Once the inodes were freed, I created the initramfs file as shown in the below command.

[ssuri@linuxnix:/boot] $ sudo dracut -f /boot/initramfs-2.6.32-696.6.3.el6.x86_64.img 2.6.32-696.6.3.el6.x86_64
[ssuri@linuxnix:/boot] $ ls -ltr | grep -i initramfs
-rw-------  1 root root 26654700 Dec 11  2016 initramfs-2.6.32-642.6.2.el6.x86_64.img
-rw-------  1 root root 26088799 Jan  8  2017 initramfs-2.6.32-573.1.1.el6.x86_64.tmp
-rw-------  1 root root 26781018 Jun 11  2017 initramfs-2.6.32-642.13.1.el6.x86_64.img
-rw-------  1 root root 26088606 Dec 17 03:11 initramfs-2.6.32-573.18.1.el6.x86_64.tmp
-rw-------  1 root root 26785659 Dec 17 03:12 initramfs-2.6.32-642.6.2.el6.x86_64.tmp
-rw-------  1 root root 25606929 Jan 14 06:51 initramfs-2.6.32-696.6.3.el6.x86_64.img

The dracut command automatically added the entry for the initramfs file for the new kernel in the /boot/grub/grub.conf file which was also missing earlier.

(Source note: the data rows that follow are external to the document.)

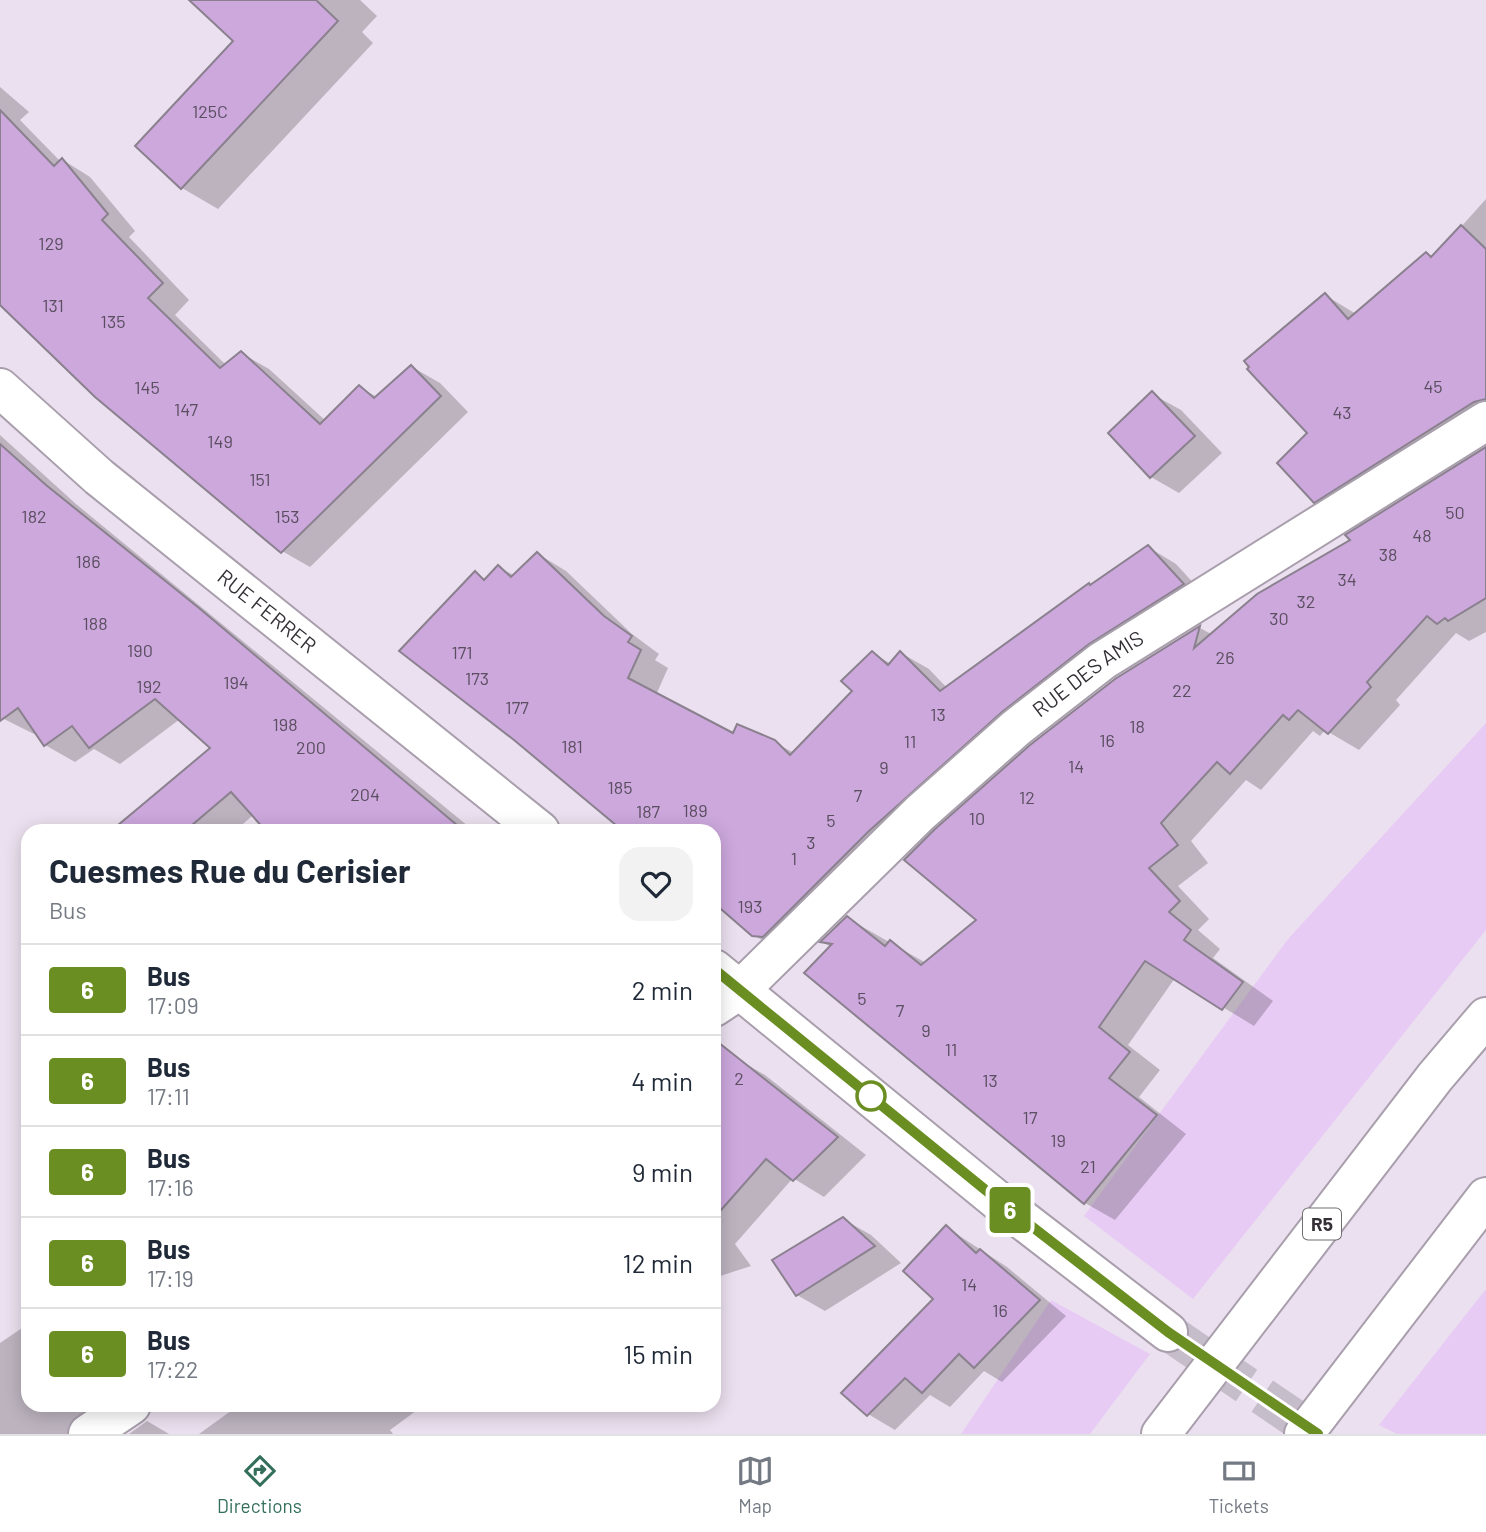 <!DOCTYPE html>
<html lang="en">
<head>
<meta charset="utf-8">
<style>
	:root { --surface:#fff; --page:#f2f2f3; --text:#1f2937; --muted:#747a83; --line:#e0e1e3; --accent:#336f5a }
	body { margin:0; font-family:Barlow,sans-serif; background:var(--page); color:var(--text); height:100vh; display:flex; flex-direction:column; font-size:26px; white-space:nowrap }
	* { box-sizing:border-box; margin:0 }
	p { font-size:23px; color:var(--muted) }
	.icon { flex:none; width:38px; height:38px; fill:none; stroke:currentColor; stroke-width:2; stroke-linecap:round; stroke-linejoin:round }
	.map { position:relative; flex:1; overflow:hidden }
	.panel { position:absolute; left:21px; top:824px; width:700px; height:588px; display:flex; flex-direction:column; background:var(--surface); border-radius:21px; box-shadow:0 4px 18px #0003 }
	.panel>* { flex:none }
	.badge { padding:0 14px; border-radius:5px; font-size:24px; line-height:46px }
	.map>.badge { position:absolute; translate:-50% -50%; box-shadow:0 0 0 4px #fff }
	.round { display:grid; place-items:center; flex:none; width:74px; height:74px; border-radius:21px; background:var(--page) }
	.overview { display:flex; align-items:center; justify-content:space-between; height:119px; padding:0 28px }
	h1 { font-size:33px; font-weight:700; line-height:52px }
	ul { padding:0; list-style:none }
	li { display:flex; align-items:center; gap:21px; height:91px; padding:0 28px; border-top:2px solid var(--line) }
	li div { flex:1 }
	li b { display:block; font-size:26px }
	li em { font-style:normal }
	li .badge { min-width:77px; font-weight:700; text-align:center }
	.dock { display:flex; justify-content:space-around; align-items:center; height:98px; border-top:2px solid var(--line); background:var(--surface); font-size:19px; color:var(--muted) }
	.dock a { display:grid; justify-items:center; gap:4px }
	.dock .current { color:var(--accent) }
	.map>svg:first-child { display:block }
	.green { fill:#e8cbf5 }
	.shadow { fill:#0003 }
	.building { fill:#cca8dc; stroke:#8a808e; stroke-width:2 }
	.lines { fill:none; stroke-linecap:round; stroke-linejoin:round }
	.tertiary-tunnel { stroke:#c6bdca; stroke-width:38; stroke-dasharray:38 19; stroke-linecap:butt }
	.minor-casing { stroke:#a89eac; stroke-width:42 }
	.tertiary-casing { stroke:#a89eac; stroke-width:42 }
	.motorway-casing { stroke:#a89eac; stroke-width:42 }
	.minor { stroke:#fff; stroke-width:38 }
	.tertiary { stroke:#fff; stroke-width:38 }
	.motorway { stroke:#fff; stroke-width:38 }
	.line-casing { stroke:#fff; stroke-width:16 }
	.line { stroke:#6b8e23; stroke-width:10 }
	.stop-dot { fill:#fff; stroke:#6b8e23; stroke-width:3.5 }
	.labels { text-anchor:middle; stroke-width:5; stroke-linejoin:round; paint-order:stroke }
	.number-label { font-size:18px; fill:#5a4e60 }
	.shield { fill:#fff; stroke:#716e72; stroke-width:2 }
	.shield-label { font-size:19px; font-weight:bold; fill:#343036 }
	.street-label { font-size:21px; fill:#343036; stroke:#fff }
</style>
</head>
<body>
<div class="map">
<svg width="1486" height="1434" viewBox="0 0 1486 1434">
	<rect width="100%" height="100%" fill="#ebe0ef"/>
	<!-- green -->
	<g class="green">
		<path d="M1486,723V930L1193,1299L1084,1216L1288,939Z"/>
		<path d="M1486,1289V1434H1397L1379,1425Z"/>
		<path d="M1051,1300L1150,1354L1090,1434H961Z"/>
	</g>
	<!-- shadow -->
	<g class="shadow">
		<path d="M206,0H360L377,16L362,32L373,43L218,209L182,188L235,41Z"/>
		<path d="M0,87L29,112L20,120L61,162L63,160L90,177L135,231L129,237L189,300L175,315L226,365L241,353L269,369L326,421L359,387L377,397L412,367L440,383L468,412L310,567L282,551L0,302Z"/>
		<path d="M1486,199V431L1344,518L1315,501L1309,433L1325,295L1356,314L1426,254L1433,258Z"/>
		<path d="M1152,394L1181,410L1222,453L1179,493L1151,477L1111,433Z"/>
		<path d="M0,435L76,504L474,831H264L252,816L235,831H109L213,748L180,719L120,764L94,749L75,762L45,745L37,733L34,734L0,717Z"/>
		<path d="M1486,449V632L1469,641L1456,633L1396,700L1400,705L1359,750L1325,730L1320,736L1313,731L1261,790L1246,780L1191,841L1208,863L1178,886L1209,919L1198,930L1220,949L1213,958L1273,1001L1254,1026L1175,978L1128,1045L1160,1070L1139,1097L1186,1134L1115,1220L1085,1203L807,973L831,947L822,942L847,918L926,963L978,920L1116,680L1200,628L1213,635Z"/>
		<path d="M1148,547L1176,564L1210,601L1117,659L782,951L753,935L714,900V831H632L402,651L475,574L486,580L499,567L515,576L538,554L566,571L632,634L659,654L655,660L668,668L656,695L734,735L774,742L794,753L855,691L873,653L891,664L901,653L929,669L947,688Z"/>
		<path d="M734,1057L765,1075L866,1155L824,1197L793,1178L735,1244L751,1266L714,1278V1061Z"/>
		<path d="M843,1219L871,1235L901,1263L825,1311L797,1295Z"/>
		<path d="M946,1227L1007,1267L1066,1316L1002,1382L984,1371L950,1407L930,1395L895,1430L868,1414L936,1299Z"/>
		<path d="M28,1324V1405H146L104,1434H0V1343Z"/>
		<path d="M239,1405H424L390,1430L393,1434H199Z"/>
		<path d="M147,1421L169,1434H129Z"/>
	</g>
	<!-- building -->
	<g class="building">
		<path d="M189,0H316L338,21L181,189L135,146L233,41Z"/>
		<path d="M0,110L54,166L62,158L108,214L102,220L163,283L148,298L220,368L241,351L320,424L359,385L374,398L411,365L441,396L281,553L95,397L0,305Z"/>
		<path d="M1461,225L1486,249V399L1474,402L1314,503L1277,463L1307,433L1247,369L1249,367L1244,361L1325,293L1348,319L1426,252L1431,257Z"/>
		<path d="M1152,391L1195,436L1150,478L1108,433Z"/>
		<path d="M0,444L46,485L199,608L464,831H266L231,792L185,831H111L210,748L155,699L89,748L72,726L44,746L18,708L0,721Z"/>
		<path d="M1486,447V598L1448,621L1445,618L1437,624L1427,616L1367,682L1371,687L1328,734L1298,710L1289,720L1283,715L1230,774L1217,762L1161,823L1178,845L1149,868L1180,901L1169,912L1191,930L1184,940L1243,982L1222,1010L1145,961L1099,1027L1130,1052L1109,1078L1157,1115L1084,1204L804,973L832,944L820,942L847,916L885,946L890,940L921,965L976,920L904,860L935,829L1030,745L1115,679L1200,626L1194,648L1257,594L1350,540L1345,535Z"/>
		<path d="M1148,545L1184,584L1089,644L1002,712L869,831L763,937L752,936L714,903V831H623L514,740L399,651L475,571L484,580L498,565L511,577L537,552L604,616L632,636L628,642L641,650L628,678L733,733L737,724L775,740L790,755L852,691L841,681L872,651L888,665L900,651L940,691L1089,583L1090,585Z"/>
		<path d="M714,1039L838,1137L793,1181L766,1159L714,1218Z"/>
		<path d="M843,1217L875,1246L796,1296L772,1260Z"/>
		<path d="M946,1225L976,1253L980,1249L1040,1300L974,1368L959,1354L922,1393L905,1378L867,1416L841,1393L933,1299L903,1271Z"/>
	</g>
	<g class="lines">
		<!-- tertiary-tunnel -->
		<path class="tertiary-tunnel" d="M1168,1332L1318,1434"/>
		<!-- minor casing -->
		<g class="minor-casing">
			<g id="minor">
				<path id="s1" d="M714,1007L741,989L920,813L1016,728L1102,661L1486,421"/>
				<path d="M88,1434L131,1405"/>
			</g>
		</g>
		<!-- tertiary casing -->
		<g class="tertiary-casing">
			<g id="tertiary">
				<path id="s2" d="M0,388L99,477L540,831"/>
				<path d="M714,969L998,1201L1168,1332"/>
			</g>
		</g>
		<!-- motorway casing -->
		<g class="motorway-casing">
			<g id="motorway">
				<path d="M1161,1434L1435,1077L1486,1017"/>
				<path d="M1304,1434L1486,1197"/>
			</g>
		</g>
		<!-- minor -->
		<use href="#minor" class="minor"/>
		<!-- tertiary -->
		<use href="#tertiary" class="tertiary"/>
		<!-- motorway -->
		<use href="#motorway" class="motorway"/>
	</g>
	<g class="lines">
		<!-- line casing -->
		<g class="line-casing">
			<path id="line" d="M714,969L999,1201L1168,1332L1318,1434"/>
		</g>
		<!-- line -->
		<use href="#line" class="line"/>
	</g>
	<!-- markers -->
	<circle class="stop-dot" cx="871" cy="1096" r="14"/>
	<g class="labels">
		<!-- number labels -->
		<g class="number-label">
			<text x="210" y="118">125C</text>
			<text x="51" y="250">129</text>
			<text x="53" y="312">131</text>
			<text x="113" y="328">135</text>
			<text x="1433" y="393">45</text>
			<text x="147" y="394">145</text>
			<text x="186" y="416">147</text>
			<text x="1342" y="419">43</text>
			<text x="220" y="448">149</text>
			<text x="260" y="486">151</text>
			<text x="1455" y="519">50</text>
			<text x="34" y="523">182</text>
			<text x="287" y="523">153</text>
			<text x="1422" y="542">48</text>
			<text x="1388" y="561">38</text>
			<text x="88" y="568">186</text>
			<text x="1347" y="586">34</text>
			<text x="1306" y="608">32</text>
			<text x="1279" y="625">30</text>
			<text x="95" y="630">188</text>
			<text x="140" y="657">190</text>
			<text x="462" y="659">171</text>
			<text x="1225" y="664">26</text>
			<text x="477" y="685">173</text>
			<text x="236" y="689">194</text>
			<text x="149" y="693">192</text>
			<text x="1182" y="697">22</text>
			<text x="517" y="714">177</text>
			<text x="938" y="721">13</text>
			<text x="285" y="731">198</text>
			<text x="1137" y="733">18</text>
			<text x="1107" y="747">16</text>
			<text x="910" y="748">11</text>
			<text x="572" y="753">181</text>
			<text x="311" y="754">200</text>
			<text x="1076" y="773">14</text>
			<text x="884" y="774">9</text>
			<text x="620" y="794">185</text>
			<text x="365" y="801">204</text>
			<text x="858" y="802">7</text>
			<text x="1027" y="804">12</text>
			<text x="695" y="817">189</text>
			<text x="648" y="818">187</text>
			<text x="977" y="825">10</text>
			<text x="831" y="827">5</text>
			<text x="811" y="849">3</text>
			<text x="794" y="865">1</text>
			<text x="750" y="913">193</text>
			<text x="862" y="1005">5</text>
			<text x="900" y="1017">7</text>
			<text x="926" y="1037">9</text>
			<text x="951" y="1056">11</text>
			<text x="739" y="1085">2</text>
			<text x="990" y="1087">13</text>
			<text x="1030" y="1124">17</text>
			<text x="1058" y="1147">19</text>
			<text x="1088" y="1173">21</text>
			<text x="969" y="1291">14</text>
			<text x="1000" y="1317">16</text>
		</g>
		<!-- shield labels -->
		<rect class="shield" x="1303" y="1208.5" width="38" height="31" rx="5"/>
		<g class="shield-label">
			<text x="1322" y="1231">R5</text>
		</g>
		<!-- street labels -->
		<g class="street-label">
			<text dy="7" stroke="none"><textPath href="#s2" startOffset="348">RUE FERRER</textPath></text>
			<text dy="7" stroke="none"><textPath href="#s1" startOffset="502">RUE DES AMIS</textPath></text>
		</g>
	</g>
</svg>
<b class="badge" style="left:1010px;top:1210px;background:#6b8e23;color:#fff">6</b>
<section class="panel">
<div class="overview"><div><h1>Cuesmes Rue du Cerisier</h1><p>Bus</p></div><a class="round"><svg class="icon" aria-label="heart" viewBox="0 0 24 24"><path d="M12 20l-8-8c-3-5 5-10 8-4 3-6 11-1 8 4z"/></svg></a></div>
<ul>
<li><span class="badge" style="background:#6b8e23;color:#fff">6</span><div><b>Bus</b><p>17:09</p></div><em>2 min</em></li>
<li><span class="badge" style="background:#6b8e23;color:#fff">6</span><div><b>Bus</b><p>17:11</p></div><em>4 min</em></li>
<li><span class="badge" style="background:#6b8e23;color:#fff">6</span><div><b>Bus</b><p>17:16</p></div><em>9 min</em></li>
<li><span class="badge" style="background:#6b8e23;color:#fff">6</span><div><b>Bus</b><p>17:19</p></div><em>12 min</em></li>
<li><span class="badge" style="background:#6b8e23;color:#fff">6</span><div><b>Bus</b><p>17:22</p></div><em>15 min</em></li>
</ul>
</section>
</div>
<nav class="dock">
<a class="current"><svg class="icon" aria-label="directions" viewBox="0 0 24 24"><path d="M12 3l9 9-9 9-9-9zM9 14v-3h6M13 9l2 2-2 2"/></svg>Directions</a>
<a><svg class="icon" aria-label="map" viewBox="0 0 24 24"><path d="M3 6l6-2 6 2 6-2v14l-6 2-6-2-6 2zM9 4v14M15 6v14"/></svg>Map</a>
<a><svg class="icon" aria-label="tickets" viewBox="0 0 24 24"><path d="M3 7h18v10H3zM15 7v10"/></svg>Tickets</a>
</nav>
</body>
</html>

[ssuri@linuxnix:~] $ sudo cat /etc/grub.conf

# grub.conf generated by anaconda
#
# Note that you do not have to rerun grub after making changes to this file
# NOTICE:  You have a /boot partition.  This means that
#          all kernel and initrd paths are relative to /boot/, eg.
#          root (hd3,0)
#          kernel /vmlinuz-version ro root=/dev/mapper/os_vg-root_lv
#          initrd /initrd-[generic-]version.img
#boot=/dev/sda
default=0
timeout=50
#splashimage=(hd0,0)/grub/splash.xpm.gz
#hiddenmenu

title Red Hat Enterprise Linux Server (2.6.32-696.6.3.el6.x86_64)
root (hd0,0)
kernel /vmlinuz-2.6.32-696.6.3.el6.x86_64 ro root=/dev/mapper/os_vg-root_lv rd_NO_LUKS LANG=en_US.UTF-8 rd_LVM_LV=os_vg/swap_01_lv rd_NO_MD SYSFONT=latarcyrheb-sun16 crashkernel=512M rd_LVM_LV=os_vg/root_lv  KEYBOARDTYPE=pc KEYTABLE=us rd_NO_DM elevator=deadline transparent_hugepage=never debug KEYTABLE=us rd_NO_DM elevator=deadline transparent_hugepage=never debug

initrd /initramfs-2.6.32-696.6.3.el6.x86_64.img

title Red Hat Enterprise Linux Server (2.6.32-642.13.1.el6.x86_64)
root (hd0,0)
kernel /vmlinuz-2.6.32-642.13.1.el6.x86_64 ro root=/dev/mapper/os_vg-root_lv rd_NO_LUKS LANG=en_US.UTF-8 rd_LVM_LV=os_vg/swap_01_lv rd_NO_MD SYSFONT=latarcyrheb-sun16 crashkernel=512M rd_LVM_LV=os_vg/root_lv  KEYBOARDTYPE=pc KEYTABLE=us rd_NO_DM elevator=deadline transparent_hugepage=never debug KEYTABLE=us rd_NO_DM elevator=deadline transparent_hugepage=never debug

initrd /initramfs-2.6.32-642.13.1.el6.x86_64.img

title Red Hat Enterprise Linux Server (2.6.32-642.6.2.el6.x86_64)
root (hd0,0)
kernel /vmlinuz-2.6.32-642.6.2.el6.x86_64 ro root=/dev/mapper/os_vg-root_lv rd_NO_LUKS LANG=en_US.UTF-8 rd_LVM_LV=os_vg/swap_01_lv rd_NO_MD SYSFONT=latarcyrheb-sun16 crashkernel=512M rd_LVM_LV=os_vg/root_lv  KEYBOARDTYPE=pc KEYTABLE=us rd_NO_DM elevator=noop transparent_hugepage=never debug

initrd /initramfs-2.6.32-642.6.2.el6.x86_64.img

title Red Hat Enterprise Linux Server (2.6.32-573.1.1.el6.x86_64)
root (hd0,0)
kernel /vmlinuz-2.6.32-573.1.1.el6.x86_64 ro root=/dev/mapper/os_vg-root_lv rd_NO_LUKS LANG=en_US.UTF-8 rd_LVM_LV=os_vg/swap_01_lv rd_NO_MD SYSFONT=latarcyrheb-sun16 crashkernel=512M rd_LVM_LV=os_vg/root_lv  KEYBOARDTYPE=pc KEYTABLE=us rd_NO_DM elevator=noop transparent_hugepage=never debug

initrd /initramfs-2.6.32-573.1.1.el6.x86_64.img
[ssuri@linuxnix:~] $

Boot system from new kernel

I now restarted the system again and this time the server was able to boot successfully from the new kernel.